I’ve often said, “Well, I am not sure I want to devote my life to X, Y, or Z fully, as then I might miss out on other things. In the end, my life has (on some levels) not been lived, as I shelved action, shelved courage in pursuit of a singular goal, in favor of avoiding risk. I gave power to fear, and missed out on the realization that there will ALWAYS be more, even if you THINK you’re restricting your life to acting on a single thing. That thing will always reveal more than you could hope for, imagine, or believe. Courage is learning to act in the knowledge (faith?) that there will be more, and that action won’t be a loss, even when it is.
Or… courage is shelving foolish action, to preserve what you have? I have a short/true story about a gut-wrenching moment when I had to decide whether to dive into the surf of Koki Beach, on Maui, to try to save my two boys’ lives, when both were swept out to sea by a rip current. As my first son disappeared from view, and my second son flailed his arms, screaming for me to help, I instantaneously had the following thoughts: “A hero would dive in. Save your fucking kids, you coward! A hero would drown. How many stories have you read where the would-be hero only ends up killing himself. Would my wife, watching from the beach, be better served if 2 or 3 of her family die today? We praise firemen rushing into buildings, but sometimes staying the fuck out is smarter. Acting the hero will not make this any better.”
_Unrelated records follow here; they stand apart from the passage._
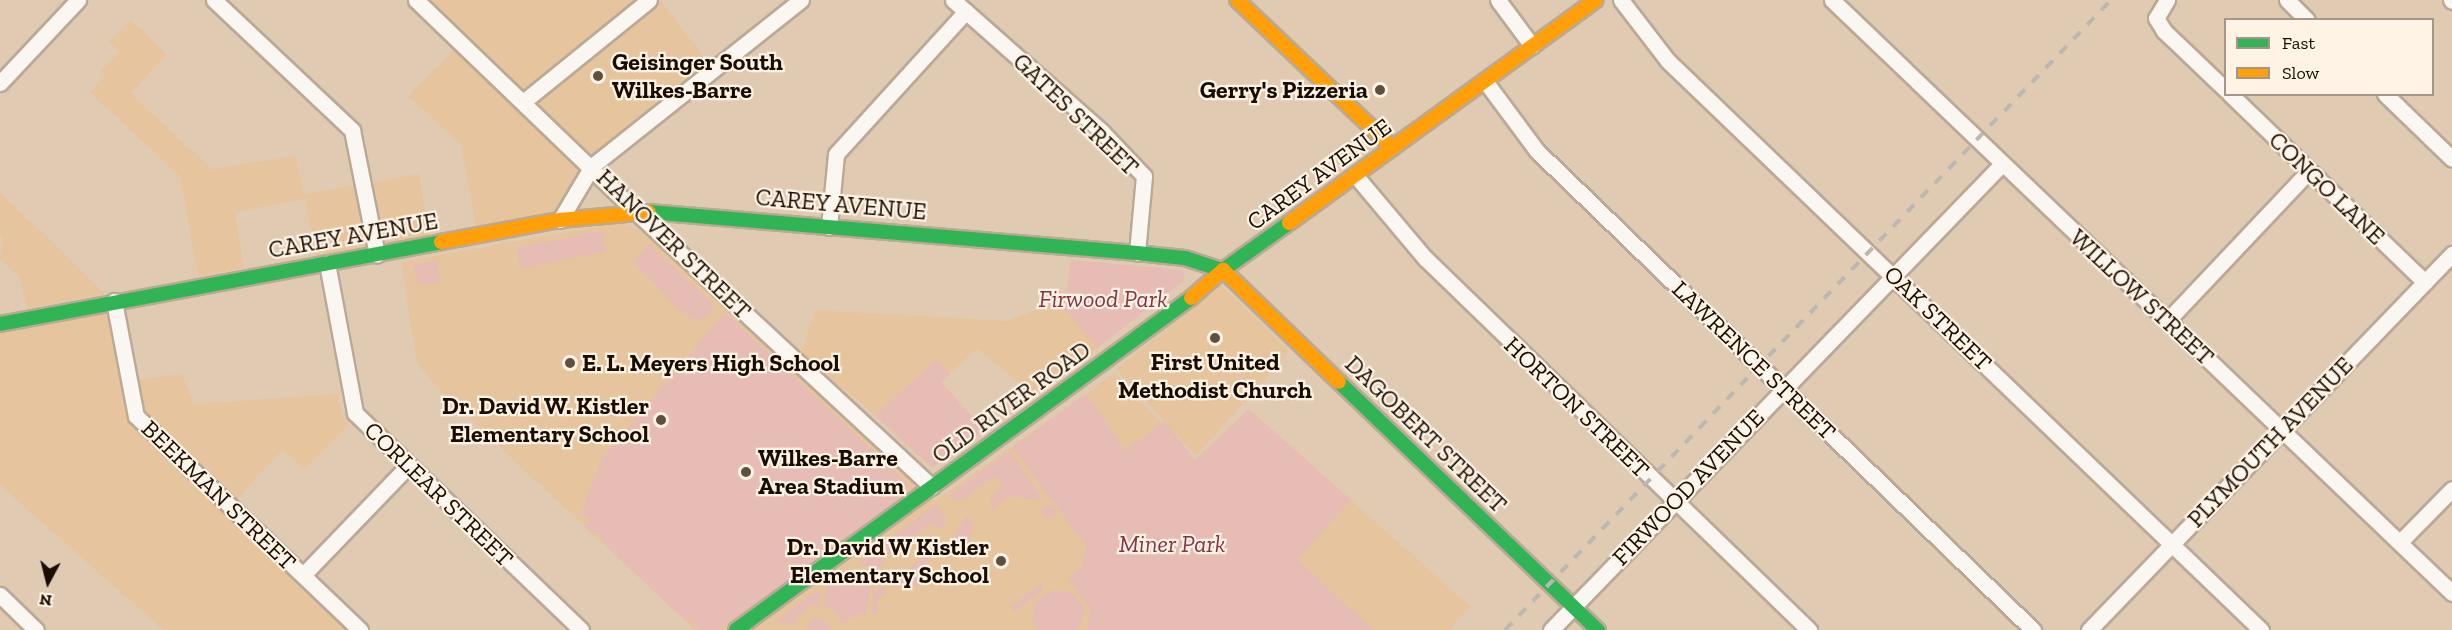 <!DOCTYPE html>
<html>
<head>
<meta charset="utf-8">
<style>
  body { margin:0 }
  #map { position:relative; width:2452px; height:630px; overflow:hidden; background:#e0cbb2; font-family:"Zilla Slab",serif }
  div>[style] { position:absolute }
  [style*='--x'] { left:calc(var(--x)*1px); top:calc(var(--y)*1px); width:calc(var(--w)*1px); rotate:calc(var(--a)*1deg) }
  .built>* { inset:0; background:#e6c59e }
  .green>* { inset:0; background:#e6bcb4; transform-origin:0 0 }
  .round { border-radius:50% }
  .roads { filter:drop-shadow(2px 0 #baa995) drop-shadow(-2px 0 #baa995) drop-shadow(0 2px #baa995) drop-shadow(0 -2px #baa995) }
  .street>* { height:15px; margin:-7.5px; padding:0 7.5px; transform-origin:7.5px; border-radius:7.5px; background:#faf7f3 }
  .fast>* { height:14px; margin:-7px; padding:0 7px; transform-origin:7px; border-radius:7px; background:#30b455 }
  .slow>* { height:14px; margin:-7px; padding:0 7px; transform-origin:7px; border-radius:7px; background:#ff9f0a }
  .rail>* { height:4px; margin-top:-2px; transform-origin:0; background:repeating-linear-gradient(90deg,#bcb7b0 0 10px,transparent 0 20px) }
  .dots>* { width:16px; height:16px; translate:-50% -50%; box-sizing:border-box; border:3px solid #fff3e5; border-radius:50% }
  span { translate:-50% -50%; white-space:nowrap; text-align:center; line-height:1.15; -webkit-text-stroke:4.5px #fff3e5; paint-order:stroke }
  .poi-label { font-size:24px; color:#190c00; font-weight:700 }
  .left { translate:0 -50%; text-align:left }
  .right { translate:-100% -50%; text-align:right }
  .street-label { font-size:24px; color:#190c00 }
  .park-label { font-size:24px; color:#843343; font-style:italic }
  .legend { position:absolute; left:2224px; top:18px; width:210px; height:78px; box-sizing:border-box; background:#fff3e5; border:2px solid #a39789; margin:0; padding:8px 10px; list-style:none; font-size:18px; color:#190c00 }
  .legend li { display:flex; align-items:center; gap:12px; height:30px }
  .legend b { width:30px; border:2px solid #a39789 }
  .north { position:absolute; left:18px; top:552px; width:60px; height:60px; -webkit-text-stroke:4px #fff3e5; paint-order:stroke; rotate:187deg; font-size:16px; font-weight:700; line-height:24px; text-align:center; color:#190c00 }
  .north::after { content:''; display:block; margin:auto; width:21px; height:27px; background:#190c00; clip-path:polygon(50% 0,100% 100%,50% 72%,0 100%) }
</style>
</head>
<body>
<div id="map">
  <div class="built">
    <div style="clip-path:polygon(429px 0,660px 0,707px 61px,594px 158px)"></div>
    <div style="clip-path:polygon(131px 20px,167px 55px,131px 93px,211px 169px,296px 156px,304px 194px,419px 174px,429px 236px,315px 256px,305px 199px,235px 212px,244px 268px,198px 276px,180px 177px,90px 92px,106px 76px,100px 71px,119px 52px,109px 42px)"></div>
    <div style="clip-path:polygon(454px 49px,581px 168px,553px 214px,476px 228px,461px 145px,408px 96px)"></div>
    <div style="clip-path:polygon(0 192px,105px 294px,27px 308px,19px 276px,0 258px,3px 238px,0 234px)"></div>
    <div style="clip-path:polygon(618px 223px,647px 231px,935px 501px,1115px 373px,1195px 460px,1249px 409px,1471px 607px,1449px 630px,695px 630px,440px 391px,417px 363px,401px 262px)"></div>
    <div style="clip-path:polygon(1222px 286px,1290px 351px,1196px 456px,1116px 369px)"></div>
    <div style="clip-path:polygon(1050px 305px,1066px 310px,1099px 347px,1034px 396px,978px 349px,948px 375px,876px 416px,801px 353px,815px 310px,1006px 321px)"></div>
    <div style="clip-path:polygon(108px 311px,128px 418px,349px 630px,163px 630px,0 485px,0 332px)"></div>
    <div style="clip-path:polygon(182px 374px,194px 404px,338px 394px,342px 416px,349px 425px,304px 470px,283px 450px,235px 501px,140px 410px,136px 380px)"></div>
  </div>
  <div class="green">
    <div style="left:602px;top:231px;width:21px;height:87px;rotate:79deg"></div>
    <div style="clip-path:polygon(649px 244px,712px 303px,713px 310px,702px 320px,697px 322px,680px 310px,633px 262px)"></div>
    <div style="clip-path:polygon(437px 260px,441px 282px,419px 284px,413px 264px)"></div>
    <div style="clip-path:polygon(1071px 260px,1183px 270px,1185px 280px,1098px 347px,1064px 309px)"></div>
    <div style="clip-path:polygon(725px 312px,908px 484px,906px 495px,720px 630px,701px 630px,676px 612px,606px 546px,598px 531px,594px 535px,585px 527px,590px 521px,581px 512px,602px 459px)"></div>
    <div style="clip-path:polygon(936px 360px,950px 374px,942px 383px,984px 430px,932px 468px,875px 415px)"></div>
    <div style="clip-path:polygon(1086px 394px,1125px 451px,1165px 421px,1195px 460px,1249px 409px,1351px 500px,1297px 559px,1373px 630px,1087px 630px,1090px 609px,1068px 578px,1082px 567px,1086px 546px,1012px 447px)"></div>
    <div style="clip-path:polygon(1005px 453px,1012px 454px,1043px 500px,1010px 496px,992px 509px,990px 498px,1003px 487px,995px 476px,962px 500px,955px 501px,949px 496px)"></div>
    <div style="clip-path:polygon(936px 504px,946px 518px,944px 528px,937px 529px,934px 521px,887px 556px,880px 568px,871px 570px,863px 564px,859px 567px,862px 559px)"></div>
    <div class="round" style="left:1042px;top:505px;width:14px;height:14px"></div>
    <div style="clip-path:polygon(967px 515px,973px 522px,968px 549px,964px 549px,954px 535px)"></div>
    <div style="clip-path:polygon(946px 541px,952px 541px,961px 554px,944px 551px,937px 556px,933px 550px)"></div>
    <div style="clip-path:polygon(929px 553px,933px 559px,925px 565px,923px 581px,914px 587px,887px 586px)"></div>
    <div style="clip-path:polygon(848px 569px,861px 583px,871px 586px,866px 614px,858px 613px,843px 624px,832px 608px,824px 607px,826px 584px)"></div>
    <div style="clip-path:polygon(1043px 582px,1042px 591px,1014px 612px,1010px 606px)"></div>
    <div style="clip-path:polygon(883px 586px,887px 592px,879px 598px,877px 615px,871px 614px,874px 592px)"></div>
    <div style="clip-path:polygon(1052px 590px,1073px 593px,1085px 610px,1078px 630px,1040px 630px,1032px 621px,1036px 602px)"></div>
    <div style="clip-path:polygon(815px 591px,821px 593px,818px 606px,810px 605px,795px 618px,794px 624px,776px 622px)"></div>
    <div style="clip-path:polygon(814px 618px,824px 619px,830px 630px,805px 630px)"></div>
  </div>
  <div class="roads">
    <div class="street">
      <div style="--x:214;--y:0;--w:190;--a:43.3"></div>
      <div style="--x:352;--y:130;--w:127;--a:78.7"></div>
      <div style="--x:416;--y:0;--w:304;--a:43.9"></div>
      <div style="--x:635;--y:211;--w:405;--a:42.9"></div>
      <div style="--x:953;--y:0;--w:198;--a:41.5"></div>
      <div style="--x:1101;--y:131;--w:62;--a:46.3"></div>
      <div style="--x:1144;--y:176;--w:77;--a:95.2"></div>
      <div style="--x:1498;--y:0;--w:57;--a:53.5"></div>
      <div style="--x:1621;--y:0;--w:77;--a:52.4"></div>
      <div style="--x:1668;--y:61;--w:822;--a:43.82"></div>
      <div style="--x:1832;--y:0;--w:858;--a:43.72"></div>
      <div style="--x:2167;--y:0;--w:21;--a:121"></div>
      <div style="--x:2156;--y:18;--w:15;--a:58"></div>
      <div style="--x:2164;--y:31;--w:86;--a:43.6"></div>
      <div style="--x:2287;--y:0;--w:28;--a:45"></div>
      <div style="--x:2451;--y:0;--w:1;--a:45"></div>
      <div style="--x:1485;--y:81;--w:87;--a:53.4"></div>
      <div style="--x:1537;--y:151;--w:690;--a:44"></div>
      <div style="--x:0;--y:83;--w:114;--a:-46.8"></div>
      <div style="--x:2230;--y:94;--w:271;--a:44"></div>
      <div style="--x:2385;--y:94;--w:93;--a:44.1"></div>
      <div style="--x:523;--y:102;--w:162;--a:-39"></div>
      <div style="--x:1355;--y:175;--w:109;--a:49.9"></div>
      <div style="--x:1425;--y:258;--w:535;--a:44.09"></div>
      <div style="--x:560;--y:220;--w:63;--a:-59.3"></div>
      <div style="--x:592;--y:166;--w:267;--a:-38.5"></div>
      <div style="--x:829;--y:227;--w:73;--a:-84.5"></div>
      <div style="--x:836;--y:154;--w:193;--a:-47.7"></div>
      <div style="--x:327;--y:263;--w:153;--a:79.4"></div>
      <div style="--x:355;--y:413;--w:313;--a:43.8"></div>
      <div style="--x:114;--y:301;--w:117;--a:79.2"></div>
      <div style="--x:136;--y:416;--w:310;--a:43.7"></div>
      <div style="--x:2167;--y:321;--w:207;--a:-46.6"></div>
      <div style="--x:2400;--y:542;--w:74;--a:-45.5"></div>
      <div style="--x:303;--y:575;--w:151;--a:-46.1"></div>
      <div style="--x:0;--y:595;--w:50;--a:44.2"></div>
      <div style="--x:1551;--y:630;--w:649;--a:-45.94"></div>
      <div style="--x:2089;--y:630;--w:523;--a:-46.01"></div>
    </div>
    <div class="fast">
      <div style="--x:649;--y:212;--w:490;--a:4.8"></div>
      <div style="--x:1137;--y:253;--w:48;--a:5.9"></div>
      <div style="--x:1185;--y:258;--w:40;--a:18"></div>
      <div style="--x:1223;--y:270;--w:81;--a:-35.5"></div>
      <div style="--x:0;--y:324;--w:449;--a:-10.5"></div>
      <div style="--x:1339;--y:382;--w:359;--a:43.8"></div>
      <div style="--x:736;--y:630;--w:563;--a:-36.12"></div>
    </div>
    <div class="slow">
      <div style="--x:1237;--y:0;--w:215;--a:43.5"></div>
      <div style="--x:1289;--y:223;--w:379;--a:-36"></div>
      <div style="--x:441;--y:242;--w:121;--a:-10.5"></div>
      <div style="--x:560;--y:220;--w:89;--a:-5.1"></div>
      <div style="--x:1191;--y:298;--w:43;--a:-41.2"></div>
      <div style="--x:1223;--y:270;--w:161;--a:44"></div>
    </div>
  </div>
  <div class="rail">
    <div style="--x:1505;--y:630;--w:874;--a:-46.11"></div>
  </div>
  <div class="dots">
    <div style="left:598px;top:76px;background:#5f4f3e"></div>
    <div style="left:1380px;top:90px;background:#5f4f3e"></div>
    <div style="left:1215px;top:338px;background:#5f4f3e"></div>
    <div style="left:570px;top:363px;background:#5f4f3e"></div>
    <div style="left:661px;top:420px;background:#5f4f3e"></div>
    <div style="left:746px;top:472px;background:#5f4f3e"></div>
    <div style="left:1001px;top:561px;background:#5f4f3e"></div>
  </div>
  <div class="poi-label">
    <span class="left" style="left:612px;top:76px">Geisinger South<br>Wilkes-Barre</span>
    <span class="right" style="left:1368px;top:90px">Gerry's Pizzeria</span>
    <span style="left:1215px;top:376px">First United<br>Methodist Church</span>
    <span class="left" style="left:582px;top:363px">E. L. Meyers High School</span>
    <span class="right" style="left:649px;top:420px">Dr. David W. Kistler<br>Elementary School</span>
    <span class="left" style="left:758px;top:472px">Wilkes-Barre<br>Area Stadium</span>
    <span class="right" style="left:989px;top:561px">Dr. David W Kistler<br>Elementary School</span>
  </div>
  <div class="street-label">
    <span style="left:1076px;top:114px;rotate:44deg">GATES STREET</span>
    <span style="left:1319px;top:174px;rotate:-36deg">CAREY AVENUE</span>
    <span style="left:2327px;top:188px;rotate:44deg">CONGO LANE</span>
    <span style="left:841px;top:204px;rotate:5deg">CAREY AVENUE</span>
    <span style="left:353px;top:235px;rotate:-10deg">CAREY AVENUE</span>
    <span style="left:674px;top:244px;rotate:44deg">HANOVER STREET</span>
    <span style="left:2142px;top:297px;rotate:43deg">WILLOW STREET</span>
    <span style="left:1938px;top:318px;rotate:44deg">OAK STREET</span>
    <span style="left:1754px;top:360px;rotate:44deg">LAWRENCE STREET</span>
    <span style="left:1011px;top:402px;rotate:-36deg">OLD RIVER ROAD</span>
    <span style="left:1577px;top:407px;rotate:44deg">HORTON STREET</span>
    <span style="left:1426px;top:434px;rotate:44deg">DAGOBERT STREET</span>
    <span style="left:2270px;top:442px;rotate:-46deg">PLYMOUTH AVENUE</span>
    <span style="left:1688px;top:487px;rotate:-46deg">FIRWOOD AVENUE</span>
    <span style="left:439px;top:494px;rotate:44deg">CORLEAR STREET</span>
    <span style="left:219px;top:495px;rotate:44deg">BEEKMAN STREET</span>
  </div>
  <div class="park-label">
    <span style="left:1103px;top:299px">Firwood Park</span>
    <span style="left:1172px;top:544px">Miner Park</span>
  </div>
  <ul class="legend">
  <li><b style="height:8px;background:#30b455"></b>Fast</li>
  <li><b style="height:8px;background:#ff9f0a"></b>Slow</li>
  </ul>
  <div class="north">N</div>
</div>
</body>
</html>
All that spun through my head in milliseconds. Within 2 minutes (all of which time I was certain my kids were dead, and I was on the verge of puking) the rip current swirled them back in to the cove. Thankfully they had gotten control of the boogie-boards strapped to their wrists. They buzzed back into the beach and we had a real family moment.
We’re all alive today, and had I – a fat, out of shape, barely swim-capable 48 year old — dived in WITHOUT flotation, I am certain we would have at least one dead family member today. Was I courageous by NOT acting? It’s slippery, no?
So there is my verbally divisive definition of “courage”. We’re no closer are we?
Keep looking in the face of horror. As Dan Rather would tell us at the end of his newscast. “Courage.”
And to paraphrase Paul Simon,
“This answer’s probably longer than you’d hoped for, but shorter than it could be. That’s not unusual.”
All lies and jest, still a man he hears what he wants to hear and disregards the rest. Lie lie lie. Courage.